INTERPRETATION

リレー通訳について

上谷覚志

やりなおし!英語道場

いよいよ12月後半にさしかかり、通訳の繁忙期も終わり、多くの通訳の方もほっとされているのではないでしょうか?

先日、数日にまたがる農業関連のシンポジウムの通訳を行いました。通常は英語と日本語がメイン言語になるのですが、今回はあるヨーロッパ言語と日本語がメインで英語はサブのような形でヨーロッパ言語→日本語→英語というリレー形式での同通の形で行われました。

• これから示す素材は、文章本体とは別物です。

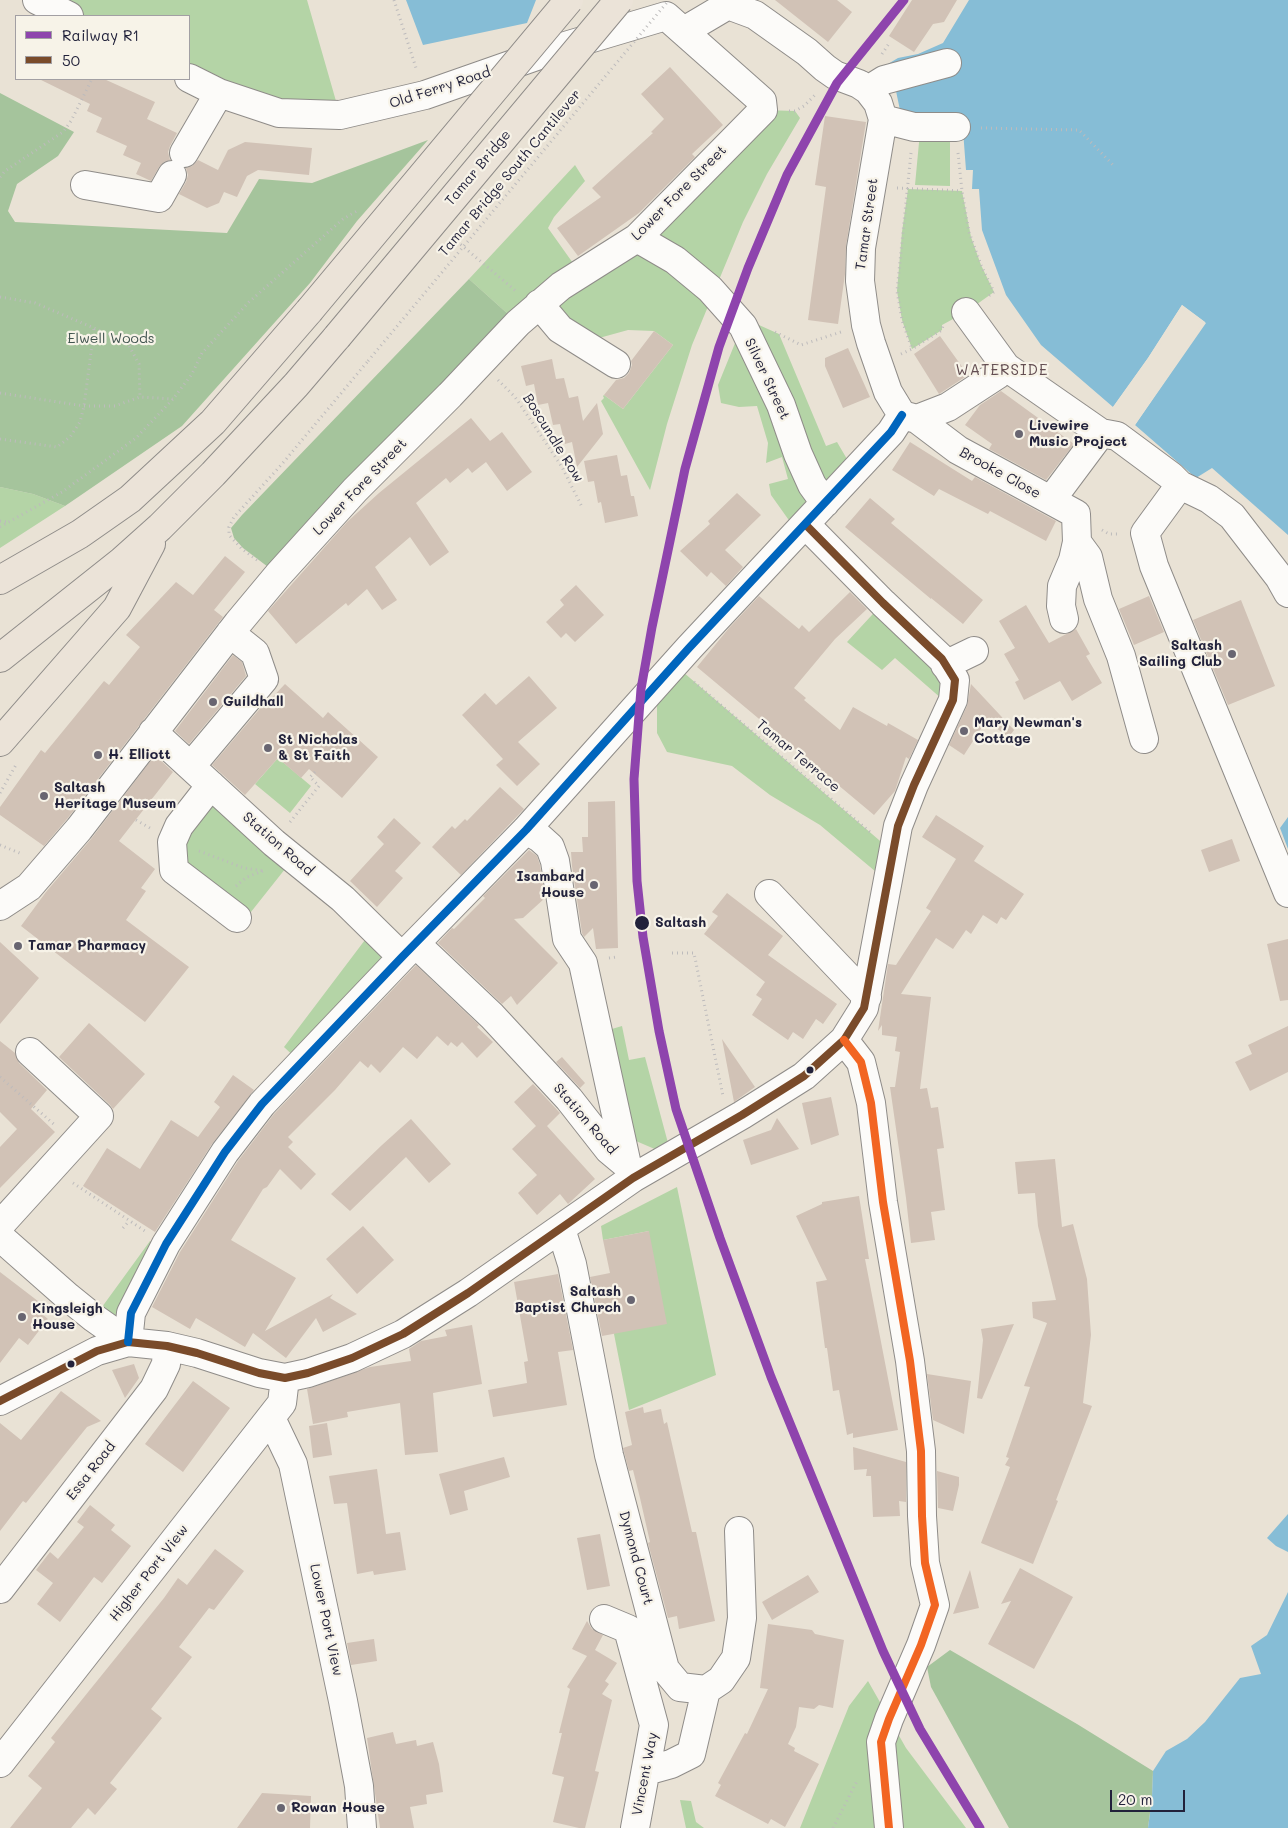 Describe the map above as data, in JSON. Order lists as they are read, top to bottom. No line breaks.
{"streets":{"highway":["Tamar Bridge"],"street":["Old Ferry Road","Lower Fore Street","Tamar Street","Silver Street","Brooke Close","Station Road","Essa Road","Dymond Court","Higher Port View","Lower Port View","Vincent Way"],"path":["Tamar Bridge South Cantilever","Boscundle Row","Tamar Terrace"]},"crossings":[["Old Ferry Road","Lower Fore Street"],["Tamar Bridge South Cantilever","Lower Fore Street"],["Lower Fore Street","Silver Street"],["Lower Fore Street","Boscundle Row"],["Lower Fore Street","Station Road"],["Tamar Street","Brooke Close"],["Higher Port View","Lower Port View"]],"districts":["WATERSIDE"],"parks":["Elwell Woods"],"places":["Livewire Music Project","Saltash Sailing Club","Guildhall","Mary Newman's Cottage","St Nicholas & St Faith","H. Elliott","Saltash Heritage Museum","Isambard House","Saltash","Tamar Pharmacy","Saltash Baptist Church","Kingsleigh House","Rowan House"],"lines":["rail line R1","transit line 50"],"legend":["Railway R1","50"],"scale_bar":"20 m"} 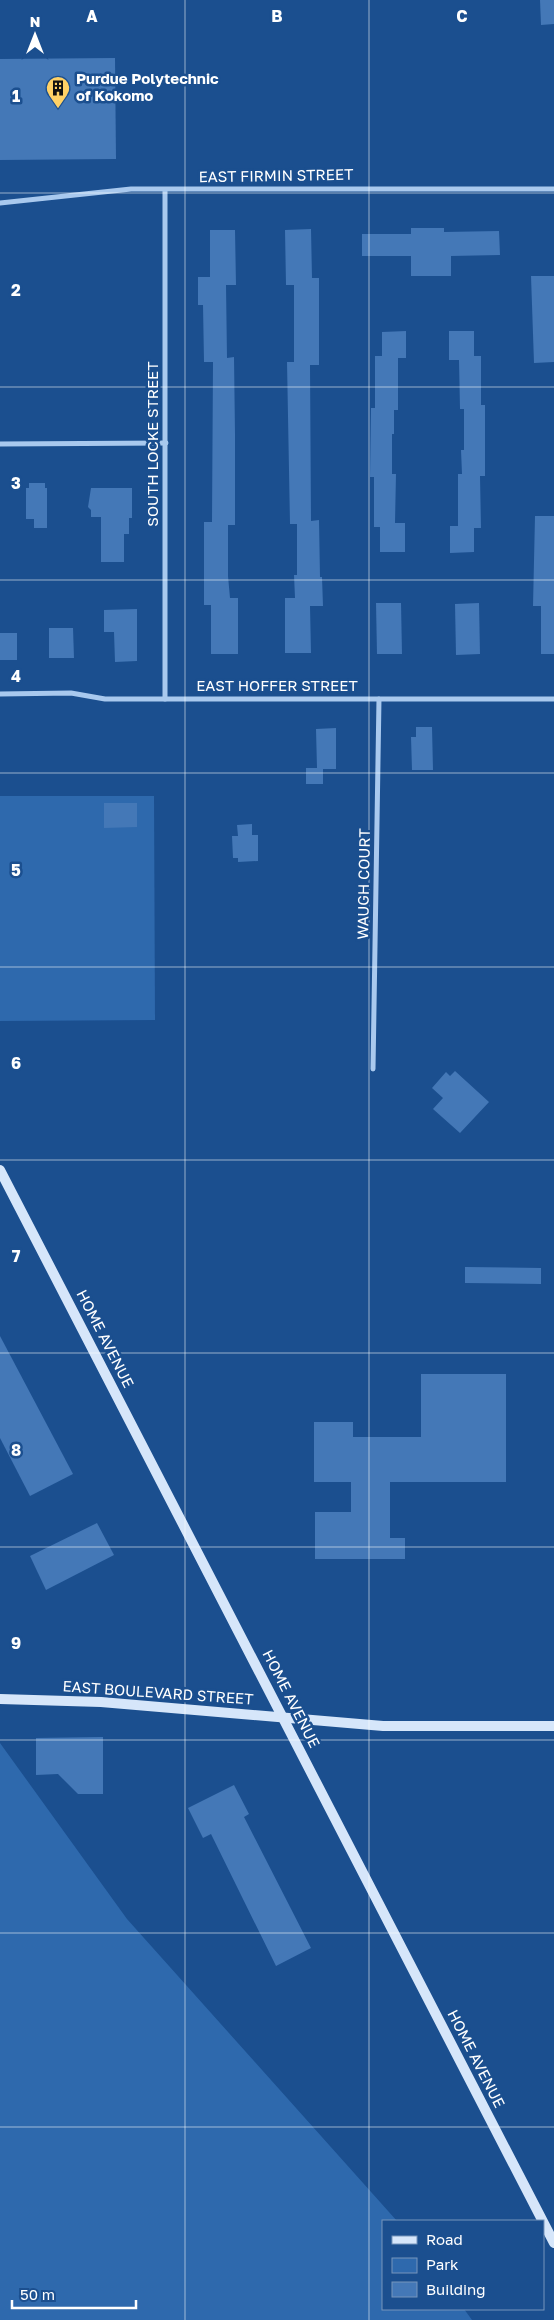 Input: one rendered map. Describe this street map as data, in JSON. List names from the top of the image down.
{
  "streets": {
    "main road": ["HOME AVENUE", "EAST BOULEVARD STREET"],
    "street": [
      "EAST FIRMIN STREET",
      "SOUTH LOCKE STREET",
      "EAST HOFFER STREET",
      "WAUGH COURT"
    ]
  },
  "crossings": [
    ["EAST FIRMIN STREET", "SOUTH LOCKE STREET"],
    ["SOUTH LOCKE STREET", "EAST HOFFER STREET"],
    ["EAST HOFFER STREET", "WAUGH COURT"],
    ["HOME AVENUE", "EAST BOULEVARD STREET"]
  ],
  "places": {
    "building": ["Purdue Polytechnic of Kokomo"]
  },
  "legend": ["Road", "Park", "Building"],
  "scale_bar": "50 m",
  "north": "top",
  "grid": {
    "columns": ["A", "B", "C"],
    "rows": [
      "1",
      "2",
      "3",
      "4",
      "5",
      "6",
      "7",
      "8",
      "9"
    ]
  }
} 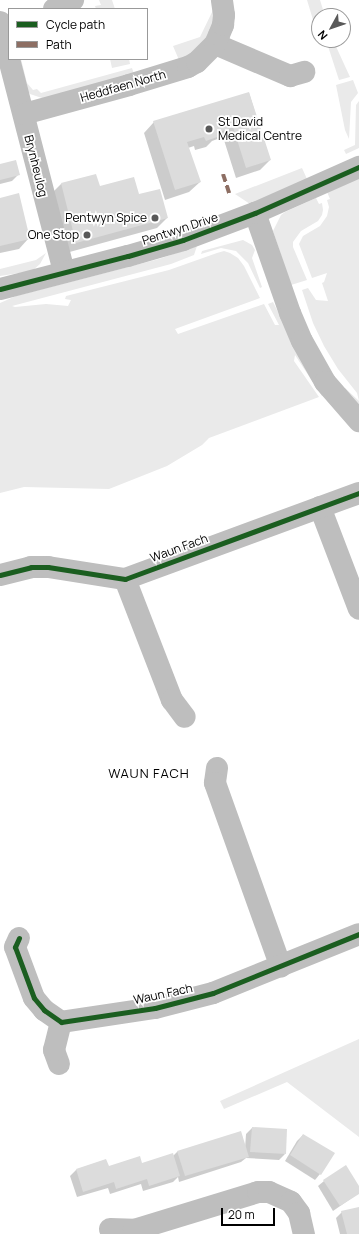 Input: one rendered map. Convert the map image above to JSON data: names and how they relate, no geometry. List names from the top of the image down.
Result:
{
  "streets": {
    "street": [
      "Heddfaen North",
      "Brynheulog",
      "Pentwyn Drive",
      "Waun Fach"
    ]
  },
  "crossings": [
    ["Heddfaen North", "Brynheulog"],
    ["Brynheulog", "Pentwyn Drive"]
  ],
  "districts": ["WAUN FACH"],
  "places": ["St David Medical Centre", "Pentwyn Spice", "One Stop"],
  "legend": ["Cycle path", "Path"],
  "scale_bar": "20 m",
  "north": "bottom left"
} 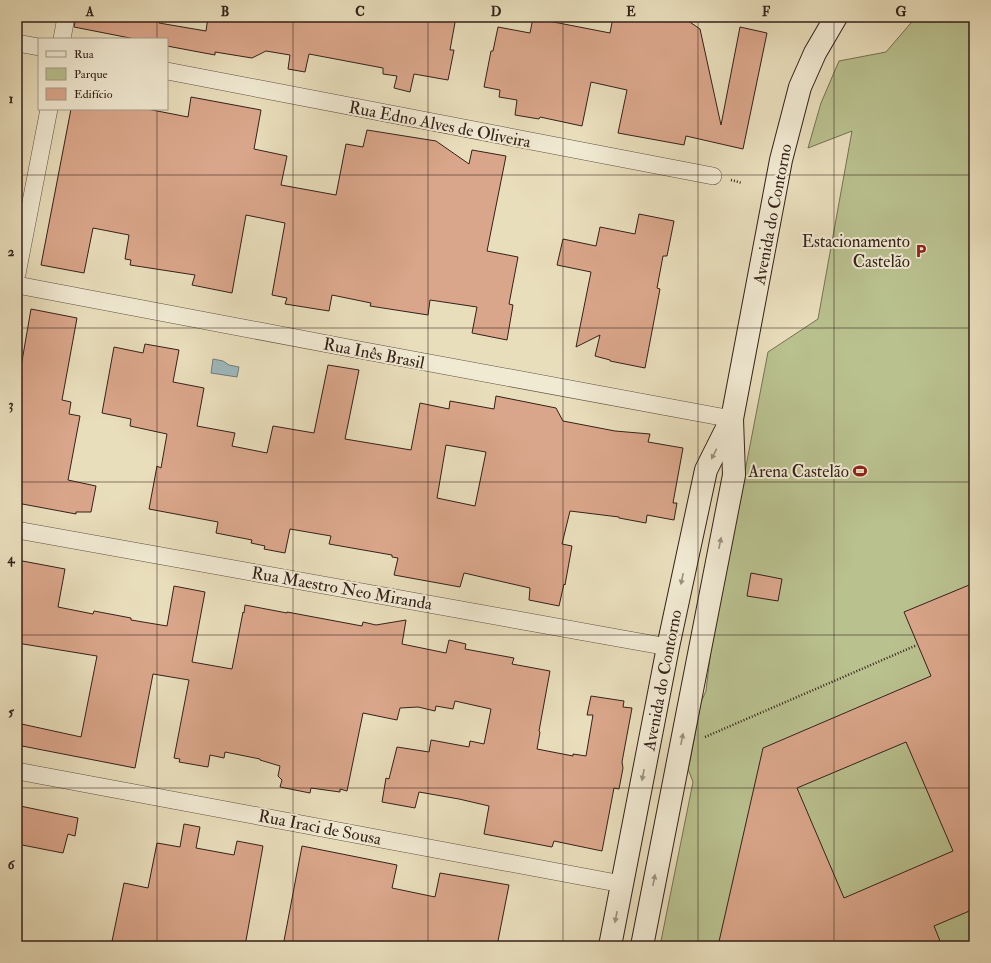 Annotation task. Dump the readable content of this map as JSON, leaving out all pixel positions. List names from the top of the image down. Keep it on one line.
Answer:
{"streets":{"street":["Rua Edno Alves de Oliveira","Avenida do Contorno","Rua Inês Brasil","Rua Maestro Neo Miranda","Rua Iraci de Sousa"]},"crossings":[["Avenida do Contorno","Rua Inês Brasil"],["Avenida do Contorno","Rua Maestro Neo Miranda"],["Avenida do Contorno","Rua Iraci de Sousa"]],"places":{"parking":["Estacionamento Castelão"],"sports":["Arena Castelão"]},"legend":["Rua","Parque","Edifício"],"grid":{"columns":["A","B","C","D","E","F","G"],"rows":["1","2","3","4","5","6"]}}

日本語でのプレゼンの場合は直接英語に訳していくので気にならなかったのですが、ヨーロッパ言語からのリレーでいろいろと考えさせられることがありました。

普段同時通訳をしていると聞こえてくる言葉を訳出するに注力し、聞き手が理解する上でどういう負担がかかっているか、まで考える余裕がないことが多いのですが、今回他言語から日本語へ訳されたものをリレーで英語に訳していくというプロセスの中で、通訳を聞き理解する人の負担について改めて考えさせられました。

普段、何かを理解するために通訳を聞く機会がなかったのでヨーロッパ言語の通訳者から送られてくる日本語のアウトプットは新鮮でした。今回の通訳の方は、ほとんどがヨーロッパ言語が母国語で、日本語が第二外国語(みなほぼ完璧なバイリンガルでしたが)でした。しかし内容的にかなりテクニカルなものもあり、言葉に詰まり、あーという溜めの言葉が出てくる時や、情報を待ちに待ってやっと捉えられ、一気に訳出する時の気持ちも横で聞いていてよくわかりました。

通常のプレゼンの場合、スピーカーが何らかの理由で止まっても、通訳を聞いている人は大人しくスピーカーが話し始めるのを待ちますし、通訳が止まってもパニックにはなりません。しかしリレー通訳ではスピーカーが話しているのに、今回のようにヨーロッパ言語の通訳が止まってしまったために英語の通訳が出せず、こちらをジロっと見られることが何度かありました。以前他の通訳者が“そういうときは「ただいまリレー通訳の音声が届かず通訳不能でございます」って言えばいいのよ”と言っていましたが、いざそういう場面になるとなかなかそういうことは言えないものです。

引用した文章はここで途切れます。